Saved entries:
BEGIN

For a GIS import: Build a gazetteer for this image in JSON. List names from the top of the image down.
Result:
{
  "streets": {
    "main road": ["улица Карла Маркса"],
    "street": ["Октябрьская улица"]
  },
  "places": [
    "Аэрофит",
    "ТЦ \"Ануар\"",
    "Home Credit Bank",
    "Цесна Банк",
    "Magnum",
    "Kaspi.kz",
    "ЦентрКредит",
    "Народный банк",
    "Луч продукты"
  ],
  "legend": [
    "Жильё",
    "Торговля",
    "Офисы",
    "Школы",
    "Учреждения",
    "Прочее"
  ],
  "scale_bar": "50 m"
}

END

An exact, complete copy of the records is the expected answer.

For a GIS import: Build a gazetteer for this image in JSON. List names from the top of the image down.
Result:
{
  "streets": {
    "main road": ["улица Карла Маркса"],
    "street": ["Октябрьская улица"]
  },
  "places": [
    "Аэрофит",
    "ТЦ \"Ануар\"",
    "Home Credit Bank",
    "Цесна Банк",
    "Magnum",
    "Kaspi.kz",
    "ЦентрКредит",
    "Народный банк",
    "Луч продукты"
  ],
  "legend": [
    "Жильё",
    "Торговля",
    "Офисы",
    "Школы",
    "Учреждения",
    "Прочее"
  ],
  "scale_bar": "50 m"
}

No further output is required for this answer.